The Strigoaicǎ paused. The cadence of her breath and voice stammered for she clearly felt the pain of the poor young girl in her story. Powerless, I knew that I was unable to comfort the creature of the night. She turned away, seemingly ashamed of her tears. As she wiped them away, she inhaled a jagged breath and continued her story.

‘The next day, the girl returned to the field where the willow stood and searched the area with hope of finding more lambs. An abhorrent sight made her fall to the ground and weep uncontrollably. The mother had been strung up in the willow, on display, with a note attached. In numbness, the girl cried in her head, The devil was here, and it was man!

‘A piece of parchment had been tied with string to one of the legs of the mother. Roughly, the girl wiped the flood of tears from her cheeks with the back of her hand before carefully untying the string. She did not wish to harm the mother even if she was already dead. The parchment was rolled ever so beautifully and tied with a bow of fine ribbon, forming only a greater hole in the girl’s heart, by that dagger of senseless violence. It was only when she unfurled the parchment, spreading blood across it, that she noticed her hands, tainted with the coldness that she saw before her.

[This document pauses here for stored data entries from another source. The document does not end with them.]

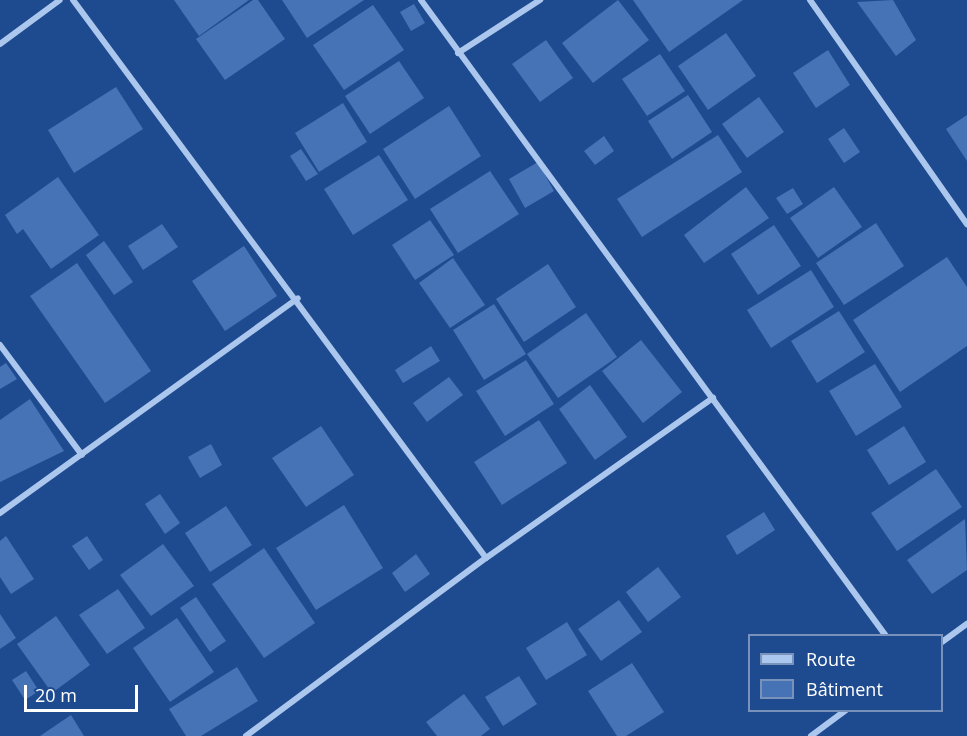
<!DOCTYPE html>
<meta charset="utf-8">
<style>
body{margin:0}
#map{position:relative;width:967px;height:736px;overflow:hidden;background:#1e4a8f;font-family:"Open Sans",sans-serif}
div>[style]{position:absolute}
.building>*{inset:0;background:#4673b6}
.street>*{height:6px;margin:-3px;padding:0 3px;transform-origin:3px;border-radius:3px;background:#acc7ed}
span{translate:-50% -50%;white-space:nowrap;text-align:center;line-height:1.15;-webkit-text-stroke:4.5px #1e4a8f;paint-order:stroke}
.legend{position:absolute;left:748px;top:634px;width:195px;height:78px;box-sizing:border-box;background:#1e4a8f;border:2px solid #7892bc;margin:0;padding:8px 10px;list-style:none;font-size:18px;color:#fff}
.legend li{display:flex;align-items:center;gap:12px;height:30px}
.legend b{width:30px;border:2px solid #7892bc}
.scale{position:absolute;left:24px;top:685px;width:114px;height:27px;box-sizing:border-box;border:3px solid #fff;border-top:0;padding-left:8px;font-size:18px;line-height:21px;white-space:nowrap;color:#fff;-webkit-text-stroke:4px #1e4a8f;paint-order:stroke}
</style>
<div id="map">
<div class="building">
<i style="clip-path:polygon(174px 0,249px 0,199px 36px)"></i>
<i style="clip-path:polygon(253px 0,258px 0,285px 39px,225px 80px,196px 39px)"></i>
<i style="clip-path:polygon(282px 0,364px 0,307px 38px)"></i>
<i style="clip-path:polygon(618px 0,649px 40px,593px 83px,562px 43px)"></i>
<i style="clip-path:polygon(633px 0,743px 0,669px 52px)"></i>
<i style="clip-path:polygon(893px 0,916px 40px,896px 56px,857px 2px)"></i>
<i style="clip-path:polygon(414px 4px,425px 23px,411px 31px,400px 12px)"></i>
<i style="clip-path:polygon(373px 5px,404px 50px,344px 90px,313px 45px)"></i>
<i style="clip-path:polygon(726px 33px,756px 76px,708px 110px,678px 66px)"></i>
<i style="clip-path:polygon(546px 40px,573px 78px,540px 102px,512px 64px)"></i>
<i style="clip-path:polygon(828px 50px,850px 85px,816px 108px,793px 73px)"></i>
<i style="clip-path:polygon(660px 54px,685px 91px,647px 116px,622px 79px)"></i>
<i style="clip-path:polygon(399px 61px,424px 98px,370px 134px,345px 96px)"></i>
<i style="clip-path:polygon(116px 87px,143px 129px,74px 173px,48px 130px)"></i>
<i style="clip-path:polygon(688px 95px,712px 132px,672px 159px,648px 121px)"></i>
<i style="clip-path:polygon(759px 97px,784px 132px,747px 158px,722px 124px)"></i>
<i style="clip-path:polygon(343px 103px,367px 142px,319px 172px,295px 133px)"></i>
<i style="clip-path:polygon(449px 106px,481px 156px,415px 199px,383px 149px)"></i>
<i style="clip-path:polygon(967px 115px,967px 161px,946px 129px)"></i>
<i style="clip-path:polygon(844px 128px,860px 152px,844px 163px,828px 139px)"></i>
<i style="clip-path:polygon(718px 135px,742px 172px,642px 237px,617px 199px)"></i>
<i style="clip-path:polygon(604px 136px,614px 151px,595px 165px,584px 151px)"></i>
<i style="clip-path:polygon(301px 149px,318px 174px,306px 181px,290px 156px)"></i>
<i style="clip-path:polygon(379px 155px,408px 200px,353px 235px,324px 189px)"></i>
<i style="clip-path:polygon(538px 162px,554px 191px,525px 208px,509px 179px)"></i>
<i style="clip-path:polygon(490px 171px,519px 214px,458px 253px,430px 209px)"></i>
<i style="clip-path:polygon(58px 177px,99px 235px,51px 269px,23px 229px,17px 234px,5px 215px)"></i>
<i style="clip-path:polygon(746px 187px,769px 218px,704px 263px,684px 235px)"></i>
<i style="clip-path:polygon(834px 187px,862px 227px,818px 258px,790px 218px)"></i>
<i style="clip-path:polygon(793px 188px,803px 204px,787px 214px,776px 198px)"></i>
<i style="clip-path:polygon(430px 220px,454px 255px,415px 280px,392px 245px)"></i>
<i style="clip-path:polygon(876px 223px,904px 266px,844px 305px,816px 263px)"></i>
<i style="clip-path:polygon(162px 224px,178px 247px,143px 270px,128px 246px)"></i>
<i style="clip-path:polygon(774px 225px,801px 266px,758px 295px,731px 254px)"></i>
<i style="clip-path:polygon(104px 241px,133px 282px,114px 295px,86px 255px)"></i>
<i style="clip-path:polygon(244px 246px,277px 296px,225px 331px,192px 281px)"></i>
<i style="clip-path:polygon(947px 257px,967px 287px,967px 346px,900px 392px,853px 320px)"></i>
<i style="clip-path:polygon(453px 258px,485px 305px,450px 328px,419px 283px)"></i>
<i style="clip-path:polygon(77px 263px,151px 371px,105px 403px,30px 296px)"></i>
<i style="clip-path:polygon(548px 264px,576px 307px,524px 342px,496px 299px)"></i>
<i style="clip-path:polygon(811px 270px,834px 307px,771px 348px,747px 310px)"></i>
<i style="clip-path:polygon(494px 304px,526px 354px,484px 380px,453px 330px)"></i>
<i style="clip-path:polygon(839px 311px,865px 352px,817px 383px,791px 341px)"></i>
<i style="clip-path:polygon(586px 313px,617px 357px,558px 398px,527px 354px)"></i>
<i style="clip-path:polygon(641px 340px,682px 392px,643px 423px,602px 371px)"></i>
<i style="clip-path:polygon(431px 346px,440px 361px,403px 383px,395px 370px)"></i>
<i style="clip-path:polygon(526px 360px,554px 404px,505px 436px,476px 391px)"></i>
<i style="clip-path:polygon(6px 363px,17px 379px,0 389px,0 367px)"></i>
<i style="clip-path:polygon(875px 364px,902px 407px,856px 436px,829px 391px)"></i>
<i style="clip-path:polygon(449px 377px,463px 395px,427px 422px,413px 403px)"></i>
<i style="clip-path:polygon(590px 385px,627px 437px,595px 460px,559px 409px)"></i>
<i style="clip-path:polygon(30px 399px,64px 451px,0 482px,0 420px)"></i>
<i style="clip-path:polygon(539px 420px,567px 463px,502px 505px,474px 462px)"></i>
<i style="clip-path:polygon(321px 426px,354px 475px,306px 507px,272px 458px)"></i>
<i style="clip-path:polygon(904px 426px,926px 462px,889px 485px,867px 450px)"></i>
<i style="clip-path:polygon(211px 444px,222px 465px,200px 478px,188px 457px)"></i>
<i style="clip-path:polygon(936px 469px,962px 507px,897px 551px,871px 513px)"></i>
<i style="clip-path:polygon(160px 494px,180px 523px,165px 534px,145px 504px)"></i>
<i style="clip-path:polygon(344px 505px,383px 568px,316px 610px,276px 548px)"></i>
<i style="clip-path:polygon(226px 506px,252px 545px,210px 572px,185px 533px)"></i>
<i style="clip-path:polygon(764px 512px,775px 530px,737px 555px,726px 536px)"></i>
<i style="clip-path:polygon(965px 519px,967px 570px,932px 594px,907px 560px)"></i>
<i style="clip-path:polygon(6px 536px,34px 579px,11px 594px,0 577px,0 541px)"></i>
<i style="clip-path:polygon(87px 536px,103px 560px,89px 570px,72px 546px)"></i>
<i style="clip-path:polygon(163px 544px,194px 586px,151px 616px,120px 575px)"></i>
<i style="clip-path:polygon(264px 548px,315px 623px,264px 658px,212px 584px)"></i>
<i style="clip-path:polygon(416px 554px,430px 574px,405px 592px,392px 573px)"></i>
<i style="clip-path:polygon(658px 567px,681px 597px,648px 622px,626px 592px)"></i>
<i style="clip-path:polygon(118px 589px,145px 628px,107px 654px,79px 615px)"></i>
<i style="clip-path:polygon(196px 597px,226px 641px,210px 652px,180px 608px)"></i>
<i style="clip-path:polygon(619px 600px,642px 632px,601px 661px,578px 629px)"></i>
<i style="clip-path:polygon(0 614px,16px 638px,0 649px)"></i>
<i style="clip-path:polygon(56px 616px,90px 665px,52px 693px,17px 644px)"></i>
<i style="clip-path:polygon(177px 618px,214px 672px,170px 702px,133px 648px)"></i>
<i style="clip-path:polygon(567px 622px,587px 655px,546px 680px,526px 648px)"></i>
<i style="clip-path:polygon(632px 663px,664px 712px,626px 736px,617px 736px,588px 691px)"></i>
<i style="clip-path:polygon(237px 667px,258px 701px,201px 736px,186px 736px,169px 709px)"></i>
<i style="clip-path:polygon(26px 671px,39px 691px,25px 700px,12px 680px)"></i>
<i style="clip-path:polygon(519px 676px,537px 704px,503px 726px,485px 697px)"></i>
<i style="clip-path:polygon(464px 694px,490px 729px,481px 736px,437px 736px,426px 722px)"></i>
<i style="clip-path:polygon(71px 715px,84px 736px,40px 736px)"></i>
</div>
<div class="street">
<i style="left:73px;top:0;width:694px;rotate:53.49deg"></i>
<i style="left:421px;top:0;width:788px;rotate:53.83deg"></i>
<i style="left:810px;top:0;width:274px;rotate:55deg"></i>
<i style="left:0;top:44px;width:74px;rotate:-36.3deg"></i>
<i style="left:458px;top:53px;width:98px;rotate:-32.9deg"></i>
<i style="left:0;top:345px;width:137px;rotate:53.3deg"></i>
<i style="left:0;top:513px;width:367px;rotate:-35.8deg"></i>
<i style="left:942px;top:642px;width:31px;rotate:-36deg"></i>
<i style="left:246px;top:736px;width:299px;rotate:-36.6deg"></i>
<i style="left:486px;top:558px;width:278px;rotate:-35.2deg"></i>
<i style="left:811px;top:736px;width:44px;rotate:-36.6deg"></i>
</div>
<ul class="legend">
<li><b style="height:8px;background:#acc7ed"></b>Route</li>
<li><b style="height:16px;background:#4673b6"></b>Bâtiment</li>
</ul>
<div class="scale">20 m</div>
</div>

‘The flow of letters, the curls and loops were so elegantly written with ink and quill as if there was some importance and formality, yet the words themselves created a feeling of dread in her. She felt completely drained and, no longer able to hold herself up, fell, lost in a reverie of emptiness. The girl rested her head against the willow, her eyes stared into nothing. She couldn’t even blink. Her head slumped as though it were a heavy burden. In deep, piercing melancholy, her mouth flew agape. She felt death upon her. Dead inside, if not truly dead.’

That was the end of the Strigoaicǎ’s tale. All she said was that the next days and years of that girl’s life were too painful to speak of. She said it was something that only that girl could bear the burden of. The Strigoaicǎ refused to tell me the debasing final act of the girl’s days as a mortal being.